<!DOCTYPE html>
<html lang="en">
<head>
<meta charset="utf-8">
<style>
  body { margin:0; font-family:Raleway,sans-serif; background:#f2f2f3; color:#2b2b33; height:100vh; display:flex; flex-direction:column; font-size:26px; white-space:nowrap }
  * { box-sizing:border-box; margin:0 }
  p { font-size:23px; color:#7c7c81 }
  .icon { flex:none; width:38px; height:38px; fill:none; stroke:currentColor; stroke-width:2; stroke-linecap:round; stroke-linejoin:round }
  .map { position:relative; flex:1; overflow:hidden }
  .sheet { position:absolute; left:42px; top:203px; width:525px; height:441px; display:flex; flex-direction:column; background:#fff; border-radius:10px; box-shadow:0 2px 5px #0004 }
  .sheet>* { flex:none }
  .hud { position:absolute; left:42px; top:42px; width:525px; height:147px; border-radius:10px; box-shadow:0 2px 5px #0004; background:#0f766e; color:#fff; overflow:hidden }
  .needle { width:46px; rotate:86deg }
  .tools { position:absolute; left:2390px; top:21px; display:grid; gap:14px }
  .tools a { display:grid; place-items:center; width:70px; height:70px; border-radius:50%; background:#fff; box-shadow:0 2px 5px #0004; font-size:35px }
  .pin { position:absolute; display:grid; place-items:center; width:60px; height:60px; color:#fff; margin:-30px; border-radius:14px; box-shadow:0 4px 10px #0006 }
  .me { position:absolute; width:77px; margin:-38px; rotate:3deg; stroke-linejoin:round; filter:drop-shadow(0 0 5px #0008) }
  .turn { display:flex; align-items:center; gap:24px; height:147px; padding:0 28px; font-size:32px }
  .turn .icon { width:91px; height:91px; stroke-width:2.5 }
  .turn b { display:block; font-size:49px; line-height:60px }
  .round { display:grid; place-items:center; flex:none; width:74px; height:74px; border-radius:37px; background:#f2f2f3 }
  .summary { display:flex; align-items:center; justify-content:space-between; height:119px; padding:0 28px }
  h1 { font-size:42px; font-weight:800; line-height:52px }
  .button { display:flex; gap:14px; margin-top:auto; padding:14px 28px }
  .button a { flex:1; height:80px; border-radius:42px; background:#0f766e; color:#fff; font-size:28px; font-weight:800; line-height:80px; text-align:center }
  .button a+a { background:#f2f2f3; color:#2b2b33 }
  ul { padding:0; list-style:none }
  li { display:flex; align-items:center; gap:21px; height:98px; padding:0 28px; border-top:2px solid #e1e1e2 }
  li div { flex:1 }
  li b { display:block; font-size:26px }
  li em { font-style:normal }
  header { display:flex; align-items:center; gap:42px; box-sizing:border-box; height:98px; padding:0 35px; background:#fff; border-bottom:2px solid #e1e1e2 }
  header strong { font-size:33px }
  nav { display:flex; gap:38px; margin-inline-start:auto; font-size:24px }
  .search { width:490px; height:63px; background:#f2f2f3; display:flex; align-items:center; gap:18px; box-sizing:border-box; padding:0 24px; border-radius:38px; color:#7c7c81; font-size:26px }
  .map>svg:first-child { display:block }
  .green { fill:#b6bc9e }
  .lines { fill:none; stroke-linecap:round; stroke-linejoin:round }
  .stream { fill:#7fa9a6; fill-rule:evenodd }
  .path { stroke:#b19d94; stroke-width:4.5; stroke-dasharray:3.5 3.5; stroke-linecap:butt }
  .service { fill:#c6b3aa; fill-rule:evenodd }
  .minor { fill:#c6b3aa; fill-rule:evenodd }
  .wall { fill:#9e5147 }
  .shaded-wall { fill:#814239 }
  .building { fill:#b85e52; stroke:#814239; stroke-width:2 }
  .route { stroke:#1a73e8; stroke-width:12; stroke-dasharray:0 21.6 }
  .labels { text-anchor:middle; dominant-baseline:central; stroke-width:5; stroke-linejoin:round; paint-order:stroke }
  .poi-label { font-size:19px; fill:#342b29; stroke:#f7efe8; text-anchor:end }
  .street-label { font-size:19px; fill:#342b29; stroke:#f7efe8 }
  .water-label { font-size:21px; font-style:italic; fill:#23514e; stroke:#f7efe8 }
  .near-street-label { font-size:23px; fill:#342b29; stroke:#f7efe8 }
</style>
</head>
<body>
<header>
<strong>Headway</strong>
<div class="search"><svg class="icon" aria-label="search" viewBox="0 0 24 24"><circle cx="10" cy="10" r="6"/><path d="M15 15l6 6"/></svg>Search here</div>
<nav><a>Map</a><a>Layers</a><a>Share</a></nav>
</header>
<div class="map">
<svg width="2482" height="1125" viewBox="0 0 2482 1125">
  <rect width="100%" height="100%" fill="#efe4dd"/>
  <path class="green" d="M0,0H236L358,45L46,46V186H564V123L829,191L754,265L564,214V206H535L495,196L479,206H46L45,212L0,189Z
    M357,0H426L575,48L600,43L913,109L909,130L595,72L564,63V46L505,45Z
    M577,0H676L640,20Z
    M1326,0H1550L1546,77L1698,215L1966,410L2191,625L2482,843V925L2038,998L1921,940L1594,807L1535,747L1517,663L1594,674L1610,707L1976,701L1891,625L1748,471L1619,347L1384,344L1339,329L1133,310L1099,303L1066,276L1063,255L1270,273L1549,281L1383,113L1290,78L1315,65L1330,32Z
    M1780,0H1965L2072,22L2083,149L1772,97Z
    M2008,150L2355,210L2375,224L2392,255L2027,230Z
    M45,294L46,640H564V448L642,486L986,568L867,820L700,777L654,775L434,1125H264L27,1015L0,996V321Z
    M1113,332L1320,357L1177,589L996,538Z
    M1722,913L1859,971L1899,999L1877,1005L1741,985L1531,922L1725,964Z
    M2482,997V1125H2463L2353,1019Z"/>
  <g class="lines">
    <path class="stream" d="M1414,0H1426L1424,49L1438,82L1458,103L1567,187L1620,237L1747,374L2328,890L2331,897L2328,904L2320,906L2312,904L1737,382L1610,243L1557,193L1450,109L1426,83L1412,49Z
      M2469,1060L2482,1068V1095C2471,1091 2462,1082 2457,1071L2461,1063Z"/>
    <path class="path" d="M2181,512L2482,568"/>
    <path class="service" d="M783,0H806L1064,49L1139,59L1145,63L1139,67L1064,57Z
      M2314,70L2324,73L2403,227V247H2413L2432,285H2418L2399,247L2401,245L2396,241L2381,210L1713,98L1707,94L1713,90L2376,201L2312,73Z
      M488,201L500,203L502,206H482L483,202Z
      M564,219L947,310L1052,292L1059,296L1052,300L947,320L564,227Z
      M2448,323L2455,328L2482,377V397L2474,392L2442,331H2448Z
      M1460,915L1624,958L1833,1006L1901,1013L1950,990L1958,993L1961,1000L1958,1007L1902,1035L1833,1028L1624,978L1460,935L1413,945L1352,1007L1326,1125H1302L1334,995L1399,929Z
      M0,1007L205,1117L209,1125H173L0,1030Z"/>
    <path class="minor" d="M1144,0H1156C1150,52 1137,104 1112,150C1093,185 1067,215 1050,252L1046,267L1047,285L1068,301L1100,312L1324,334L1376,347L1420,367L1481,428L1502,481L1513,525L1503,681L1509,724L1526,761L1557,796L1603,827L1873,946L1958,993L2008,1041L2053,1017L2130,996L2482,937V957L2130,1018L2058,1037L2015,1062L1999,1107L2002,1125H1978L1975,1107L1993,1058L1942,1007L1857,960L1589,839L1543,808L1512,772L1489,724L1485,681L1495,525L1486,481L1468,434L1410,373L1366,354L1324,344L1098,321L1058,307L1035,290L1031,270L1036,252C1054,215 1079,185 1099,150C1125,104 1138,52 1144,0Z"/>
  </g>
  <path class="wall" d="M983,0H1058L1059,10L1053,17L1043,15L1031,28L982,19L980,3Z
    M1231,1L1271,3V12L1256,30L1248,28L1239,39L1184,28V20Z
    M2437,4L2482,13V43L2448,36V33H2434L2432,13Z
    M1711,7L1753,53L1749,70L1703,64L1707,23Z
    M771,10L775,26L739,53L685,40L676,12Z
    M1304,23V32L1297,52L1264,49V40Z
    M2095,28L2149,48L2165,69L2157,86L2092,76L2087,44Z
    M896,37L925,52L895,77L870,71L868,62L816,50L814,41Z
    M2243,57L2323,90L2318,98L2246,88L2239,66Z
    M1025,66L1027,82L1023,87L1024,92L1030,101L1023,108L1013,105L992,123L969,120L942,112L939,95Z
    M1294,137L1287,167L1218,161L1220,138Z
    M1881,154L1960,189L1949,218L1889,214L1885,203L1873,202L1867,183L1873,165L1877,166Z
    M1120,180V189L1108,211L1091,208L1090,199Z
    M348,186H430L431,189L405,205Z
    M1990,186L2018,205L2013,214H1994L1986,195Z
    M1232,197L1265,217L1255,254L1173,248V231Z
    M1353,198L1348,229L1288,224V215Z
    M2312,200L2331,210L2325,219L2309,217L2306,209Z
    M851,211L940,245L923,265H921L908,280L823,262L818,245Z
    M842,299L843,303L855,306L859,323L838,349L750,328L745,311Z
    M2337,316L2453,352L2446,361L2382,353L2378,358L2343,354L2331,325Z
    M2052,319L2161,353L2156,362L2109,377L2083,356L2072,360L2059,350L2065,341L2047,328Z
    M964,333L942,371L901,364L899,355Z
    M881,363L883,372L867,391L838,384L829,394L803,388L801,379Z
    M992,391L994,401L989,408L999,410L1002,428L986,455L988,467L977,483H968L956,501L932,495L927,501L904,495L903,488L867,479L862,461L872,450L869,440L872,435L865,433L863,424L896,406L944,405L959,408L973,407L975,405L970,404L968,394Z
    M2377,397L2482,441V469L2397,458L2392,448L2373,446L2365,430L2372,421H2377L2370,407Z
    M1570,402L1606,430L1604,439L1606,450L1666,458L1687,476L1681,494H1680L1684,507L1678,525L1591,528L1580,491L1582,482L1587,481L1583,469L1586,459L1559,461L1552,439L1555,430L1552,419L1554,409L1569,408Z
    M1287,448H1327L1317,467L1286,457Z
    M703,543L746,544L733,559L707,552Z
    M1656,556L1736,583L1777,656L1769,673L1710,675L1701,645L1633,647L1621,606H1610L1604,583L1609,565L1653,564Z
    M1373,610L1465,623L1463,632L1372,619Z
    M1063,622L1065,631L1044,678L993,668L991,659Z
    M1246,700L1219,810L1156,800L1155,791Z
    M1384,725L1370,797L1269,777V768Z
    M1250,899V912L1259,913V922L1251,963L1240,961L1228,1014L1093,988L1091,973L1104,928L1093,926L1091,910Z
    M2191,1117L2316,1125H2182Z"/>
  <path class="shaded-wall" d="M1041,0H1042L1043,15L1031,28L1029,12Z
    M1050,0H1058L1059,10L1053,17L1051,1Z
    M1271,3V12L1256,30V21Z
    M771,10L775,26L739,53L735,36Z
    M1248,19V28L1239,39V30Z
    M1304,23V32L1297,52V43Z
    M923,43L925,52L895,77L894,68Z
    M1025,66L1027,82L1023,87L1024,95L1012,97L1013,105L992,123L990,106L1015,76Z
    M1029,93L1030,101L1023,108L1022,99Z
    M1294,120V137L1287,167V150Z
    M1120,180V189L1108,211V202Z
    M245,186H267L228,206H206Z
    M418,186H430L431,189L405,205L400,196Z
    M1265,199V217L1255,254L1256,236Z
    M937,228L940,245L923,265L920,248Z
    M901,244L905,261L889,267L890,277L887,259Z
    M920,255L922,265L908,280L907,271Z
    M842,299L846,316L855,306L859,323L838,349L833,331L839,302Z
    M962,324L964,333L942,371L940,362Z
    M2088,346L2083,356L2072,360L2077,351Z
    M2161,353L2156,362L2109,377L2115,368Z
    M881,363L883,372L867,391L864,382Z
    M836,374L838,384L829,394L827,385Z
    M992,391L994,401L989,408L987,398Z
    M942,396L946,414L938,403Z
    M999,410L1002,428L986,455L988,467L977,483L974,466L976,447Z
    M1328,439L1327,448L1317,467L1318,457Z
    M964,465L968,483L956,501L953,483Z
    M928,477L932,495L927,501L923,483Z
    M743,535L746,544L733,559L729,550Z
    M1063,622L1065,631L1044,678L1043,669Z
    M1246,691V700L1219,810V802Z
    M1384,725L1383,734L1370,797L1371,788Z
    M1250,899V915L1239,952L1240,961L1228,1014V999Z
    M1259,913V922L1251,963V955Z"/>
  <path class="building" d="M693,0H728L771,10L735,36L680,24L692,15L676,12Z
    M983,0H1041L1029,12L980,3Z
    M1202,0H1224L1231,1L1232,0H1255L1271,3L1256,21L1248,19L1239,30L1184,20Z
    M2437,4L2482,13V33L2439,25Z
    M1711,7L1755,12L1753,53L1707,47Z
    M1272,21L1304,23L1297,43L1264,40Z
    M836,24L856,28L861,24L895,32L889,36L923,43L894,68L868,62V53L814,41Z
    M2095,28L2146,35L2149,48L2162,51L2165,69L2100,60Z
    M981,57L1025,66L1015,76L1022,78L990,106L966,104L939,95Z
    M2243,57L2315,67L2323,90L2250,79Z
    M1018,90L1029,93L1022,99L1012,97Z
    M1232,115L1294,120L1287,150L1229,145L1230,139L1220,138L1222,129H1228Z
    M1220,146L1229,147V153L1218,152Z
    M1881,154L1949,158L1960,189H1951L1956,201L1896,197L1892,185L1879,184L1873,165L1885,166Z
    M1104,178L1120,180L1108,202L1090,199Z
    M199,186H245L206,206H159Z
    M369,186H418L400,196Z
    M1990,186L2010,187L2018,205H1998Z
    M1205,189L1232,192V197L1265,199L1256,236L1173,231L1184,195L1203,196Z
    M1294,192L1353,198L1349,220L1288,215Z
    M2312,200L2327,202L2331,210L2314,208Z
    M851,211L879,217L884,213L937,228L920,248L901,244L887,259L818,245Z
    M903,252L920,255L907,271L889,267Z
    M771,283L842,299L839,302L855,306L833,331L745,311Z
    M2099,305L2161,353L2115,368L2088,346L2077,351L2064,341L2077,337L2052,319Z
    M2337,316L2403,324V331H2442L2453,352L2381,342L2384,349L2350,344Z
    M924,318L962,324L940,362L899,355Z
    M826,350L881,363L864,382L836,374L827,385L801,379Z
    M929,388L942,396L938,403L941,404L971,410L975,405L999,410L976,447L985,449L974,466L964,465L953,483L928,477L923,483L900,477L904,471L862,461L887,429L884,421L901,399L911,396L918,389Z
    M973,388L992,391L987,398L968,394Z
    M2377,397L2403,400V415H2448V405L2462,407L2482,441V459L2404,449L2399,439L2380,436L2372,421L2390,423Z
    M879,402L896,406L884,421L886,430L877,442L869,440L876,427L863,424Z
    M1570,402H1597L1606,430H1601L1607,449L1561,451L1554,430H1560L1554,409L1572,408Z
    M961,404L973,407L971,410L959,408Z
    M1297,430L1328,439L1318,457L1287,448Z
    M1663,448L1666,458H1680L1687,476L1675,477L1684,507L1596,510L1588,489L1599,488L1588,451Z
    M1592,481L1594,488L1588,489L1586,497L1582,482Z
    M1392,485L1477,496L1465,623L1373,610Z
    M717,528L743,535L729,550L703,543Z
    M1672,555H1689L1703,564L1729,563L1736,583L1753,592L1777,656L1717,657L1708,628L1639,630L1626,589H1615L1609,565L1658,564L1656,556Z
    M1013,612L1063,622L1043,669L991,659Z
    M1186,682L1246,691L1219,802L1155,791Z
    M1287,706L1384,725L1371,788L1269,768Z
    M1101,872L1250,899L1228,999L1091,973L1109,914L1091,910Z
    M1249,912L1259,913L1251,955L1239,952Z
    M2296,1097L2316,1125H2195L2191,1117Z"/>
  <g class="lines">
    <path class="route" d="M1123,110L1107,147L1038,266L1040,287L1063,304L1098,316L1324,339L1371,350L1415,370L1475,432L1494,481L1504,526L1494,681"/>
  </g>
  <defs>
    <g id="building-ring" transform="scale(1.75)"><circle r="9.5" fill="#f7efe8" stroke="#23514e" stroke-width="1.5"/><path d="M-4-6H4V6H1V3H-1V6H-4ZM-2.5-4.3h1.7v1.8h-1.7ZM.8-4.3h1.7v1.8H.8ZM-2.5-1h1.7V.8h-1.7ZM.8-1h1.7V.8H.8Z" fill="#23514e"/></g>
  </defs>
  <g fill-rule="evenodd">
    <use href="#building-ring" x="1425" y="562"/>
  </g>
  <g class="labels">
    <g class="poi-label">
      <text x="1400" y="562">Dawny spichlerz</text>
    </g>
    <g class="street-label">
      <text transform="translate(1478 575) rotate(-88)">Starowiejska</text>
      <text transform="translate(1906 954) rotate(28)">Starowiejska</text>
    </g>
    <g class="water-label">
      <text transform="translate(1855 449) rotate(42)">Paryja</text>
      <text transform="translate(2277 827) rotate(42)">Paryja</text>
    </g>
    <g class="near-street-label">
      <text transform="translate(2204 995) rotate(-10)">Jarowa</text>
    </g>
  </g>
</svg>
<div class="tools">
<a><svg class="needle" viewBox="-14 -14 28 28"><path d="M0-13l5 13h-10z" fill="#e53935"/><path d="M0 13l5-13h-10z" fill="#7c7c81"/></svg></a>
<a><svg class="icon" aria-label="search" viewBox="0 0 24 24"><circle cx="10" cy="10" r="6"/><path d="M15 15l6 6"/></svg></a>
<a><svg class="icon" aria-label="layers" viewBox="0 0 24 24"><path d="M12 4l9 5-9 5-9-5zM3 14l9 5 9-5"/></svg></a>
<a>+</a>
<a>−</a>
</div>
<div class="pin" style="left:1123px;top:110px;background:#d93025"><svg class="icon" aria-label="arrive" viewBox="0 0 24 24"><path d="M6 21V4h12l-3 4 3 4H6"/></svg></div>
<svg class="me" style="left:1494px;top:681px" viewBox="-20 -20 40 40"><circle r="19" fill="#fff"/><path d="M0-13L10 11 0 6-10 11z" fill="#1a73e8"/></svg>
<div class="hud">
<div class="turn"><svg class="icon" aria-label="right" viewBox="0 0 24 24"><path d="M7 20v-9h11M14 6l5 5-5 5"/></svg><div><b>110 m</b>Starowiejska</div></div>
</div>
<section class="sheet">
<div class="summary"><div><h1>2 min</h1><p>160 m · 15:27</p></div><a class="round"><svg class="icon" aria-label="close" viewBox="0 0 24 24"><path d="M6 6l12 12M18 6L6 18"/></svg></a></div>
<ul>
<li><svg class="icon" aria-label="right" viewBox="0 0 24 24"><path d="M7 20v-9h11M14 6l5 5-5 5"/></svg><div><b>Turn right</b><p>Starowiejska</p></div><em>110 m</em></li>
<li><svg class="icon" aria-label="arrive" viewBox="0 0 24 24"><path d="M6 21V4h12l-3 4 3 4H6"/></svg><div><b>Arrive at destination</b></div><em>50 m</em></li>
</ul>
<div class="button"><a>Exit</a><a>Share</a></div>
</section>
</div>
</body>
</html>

++++++

If a line comes after the one that contains "position:absolute; display:grid; place-items:center;", leave it out; return every line of the entries up to that point exactly, starting with the first, with that line included.

<!DOCTYPE html>
<html lang="en">
<head>
<meta charset="utf-8">
<style>
  body { margin:0; font-family:Raleway,sans-serif; background:#f2f2f3; color:#2b2b33; height:100vh; display:flex; flex-direction:column; font-size:26px; white-space:nowrap }
  * { box-sizing:border-box; margin:0 }
  p { font-size:23px; color:#7c7c81 }
  .icon { flex:none; width:38px; height:38px; fill:none; stroke:currentColor; stroke-width:2; stroke-linecap:round; stroke-linejoin:round }
  .map { position:relative; flex:1; overflow:hidden }
  .sheet { position:absolute; left:42px; top:203px; width:525px; height:441px; display:flex; flex-direction:column; background:#fff; border-radius:10px; box-shadow:0 2px 5px #0004 }
  .sheet>* { flex:none }
  .hud { position:absolute; left:42px; top:42px; width:525px; height:147px; border-radius:10px; box-shadow:0 2px 5px #0004; background:#0f766e; color:#fff; overflow:hidden }
  .needle { width:46px; rotate:86deg }
  .tools { position:absolute; left:2390px; top:21px; display:grid; gap:14px }
  .tools a { display:grid; place-items:center; width:70px; height:70px; border-radius:50%; background:#fff; box-shadow:0 2px 5px #0004; font-size:35px }
  .pin { position:absolute; display:grid; place-items:center; width:60px; height:60px; color:#fff; margin:-30px; border-radius:14px; box-shadow:0 4px 10px #0006 }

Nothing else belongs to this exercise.